記事で名誉を傷つけられたとして、野田聖子元総務相の夫が、『週刊新潮』を発行する新潮社と投資家・作家の山本一郎氏にそれぞれ1100万円の損害賠償を求めていた訴訟で、東京地裁(五十嵐章裕裁判長)は、いずれの請求も棄却した。判決は4月21日付。

判決によると、問題になったのは、2018年7月26日発売の『週刊新潮』の記事と、同年7月19日・23日の山本氏によるヤフーニュースの記事。

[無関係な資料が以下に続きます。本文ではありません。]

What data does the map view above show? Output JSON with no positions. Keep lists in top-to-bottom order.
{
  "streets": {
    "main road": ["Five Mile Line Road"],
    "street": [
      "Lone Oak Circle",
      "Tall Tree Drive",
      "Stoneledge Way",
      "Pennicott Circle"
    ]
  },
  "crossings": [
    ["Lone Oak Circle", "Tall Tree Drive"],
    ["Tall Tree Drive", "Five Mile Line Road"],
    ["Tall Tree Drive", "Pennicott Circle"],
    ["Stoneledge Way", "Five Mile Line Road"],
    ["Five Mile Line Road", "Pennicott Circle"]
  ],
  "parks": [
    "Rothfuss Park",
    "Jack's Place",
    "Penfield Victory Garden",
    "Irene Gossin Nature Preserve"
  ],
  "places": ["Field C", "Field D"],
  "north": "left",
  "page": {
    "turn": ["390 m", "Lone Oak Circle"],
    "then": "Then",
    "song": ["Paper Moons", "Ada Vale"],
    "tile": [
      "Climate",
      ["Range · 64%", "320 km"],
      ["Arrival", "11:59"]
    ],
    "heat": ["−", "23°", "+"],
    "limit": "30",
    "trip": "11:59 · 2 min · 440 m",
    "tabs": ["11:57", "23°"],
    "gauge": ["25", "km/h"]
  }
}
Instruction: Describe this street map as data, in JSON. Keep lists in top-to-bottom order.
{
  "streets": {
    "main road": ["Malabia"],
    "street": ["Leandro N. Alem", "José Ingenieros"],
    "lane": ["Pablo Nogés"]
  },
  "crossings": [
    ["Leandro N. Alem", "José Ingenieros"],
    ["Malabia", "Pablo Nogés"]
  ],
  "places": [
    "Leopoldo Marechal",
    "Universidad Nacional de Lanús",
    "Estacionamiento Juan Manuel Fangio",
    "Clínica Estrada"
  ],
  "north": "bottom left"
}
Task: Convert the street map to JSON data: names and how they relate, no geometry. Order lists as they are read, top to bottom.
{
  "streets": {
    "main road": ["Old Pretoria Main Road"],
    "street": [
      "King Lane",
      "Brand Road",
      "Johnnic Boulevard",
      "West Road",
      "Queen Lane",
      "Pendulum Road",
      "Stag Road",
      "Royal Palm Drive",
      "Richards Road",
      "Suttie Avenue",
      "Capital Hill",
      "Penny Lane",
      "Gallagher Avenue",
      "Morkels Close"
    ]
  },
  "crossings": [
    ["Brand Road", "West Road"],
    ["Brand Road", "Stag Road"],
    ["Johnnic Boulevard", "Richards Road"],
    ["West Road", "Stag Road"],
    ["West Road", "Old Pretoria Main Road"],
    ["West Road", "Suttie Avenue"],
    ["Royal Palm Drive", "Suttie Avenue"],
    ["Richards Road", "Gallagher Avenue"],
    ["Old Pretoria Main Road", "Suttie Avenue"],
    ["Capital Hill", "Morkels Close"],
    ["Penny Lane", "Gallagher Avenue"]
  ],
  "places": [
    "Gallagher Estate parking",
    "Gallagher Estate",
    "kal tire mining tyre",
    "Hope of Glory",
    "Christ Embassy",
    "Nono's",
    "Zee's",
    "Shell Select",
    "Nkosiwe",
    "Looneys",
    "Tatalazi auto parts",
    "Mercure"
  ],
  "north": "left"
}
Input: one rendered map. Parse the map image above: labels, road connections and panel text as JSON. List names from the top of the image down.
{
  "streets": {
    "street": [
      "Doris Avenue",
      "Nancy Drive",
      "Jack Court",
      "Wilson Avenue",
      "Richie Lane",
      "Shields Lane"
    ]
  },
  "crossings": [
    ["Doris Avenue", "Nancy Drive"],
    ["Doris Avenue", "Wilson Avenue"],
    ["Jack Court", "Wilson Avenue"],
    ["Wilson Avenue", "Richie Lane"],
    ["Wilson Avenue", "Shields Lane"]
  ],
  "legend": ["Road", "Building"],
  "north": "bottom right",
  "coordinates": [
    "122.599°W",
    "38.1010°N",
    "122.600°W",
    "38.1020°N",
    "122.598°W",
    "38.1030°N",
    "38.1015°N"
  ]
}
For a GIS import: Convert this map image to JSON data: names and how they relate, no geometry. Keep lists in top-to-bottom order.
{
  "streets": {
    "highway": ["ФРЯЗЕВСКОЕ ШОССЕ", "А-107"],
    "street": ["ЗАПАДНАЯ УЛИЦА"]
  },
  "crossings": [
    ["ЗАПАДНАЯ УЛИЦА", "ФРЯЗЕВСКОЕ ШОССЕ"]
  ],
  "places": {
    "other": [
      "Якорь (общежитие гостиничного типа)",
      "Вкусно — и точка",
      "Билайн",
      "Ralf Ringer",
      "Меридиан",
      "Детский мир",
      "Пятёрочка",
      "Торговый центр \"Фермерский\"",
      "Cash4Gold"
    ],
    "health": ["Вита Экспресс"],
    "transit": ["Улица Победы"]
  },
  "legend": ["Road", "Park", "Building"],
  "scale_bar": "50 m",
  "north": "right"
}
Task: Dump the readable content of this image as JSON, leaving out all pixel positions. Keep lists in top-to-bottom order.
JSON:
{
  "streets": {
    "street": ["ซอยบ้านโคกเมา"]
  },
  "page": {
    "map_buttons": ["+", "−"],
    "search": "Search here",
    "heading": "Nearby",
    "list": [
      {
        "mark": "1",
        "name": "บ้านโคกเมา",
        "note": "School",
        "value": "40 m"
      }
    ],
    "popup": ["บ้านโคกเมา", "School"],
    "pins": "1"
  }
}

いずれの記事も、野田元総務相の秘書が、違法性が指摘されている仮想通貨事業の関係者をともなって、金融庁の担当者と面談したことについて、「不当な圧力である」と批判する内容だった。

週刊新潮の記事は、夫が(1)仮想通貨事業に関与していた、(2)野田元総務相を通じて金融庁に圧力をかけた、(3)元暴力団員だった――などと報じていた。また、山本氏も(1)と(3)に関する記述をおこなっていた。

東京地裁は、秘書と金融庁担当者の面談が、夫の意向に基づいておこなわれたという事実、仮想通貨事業に関与しているという事実、元暴力団員であるという事実の重要な部分は「真実である」と認定。違法性がなく、名誉毀損による不法行為は成立しないと判断した。

一方、共同通信によると、野田元総務相の夫が、週刊文春の記事で名誉を傷つけられたとして、文藝春秋社に損害賠償をもとめた訴訟では、東京地裁はことし3月、名誉毀損を大筋で認めて110万円の支払いを命じている。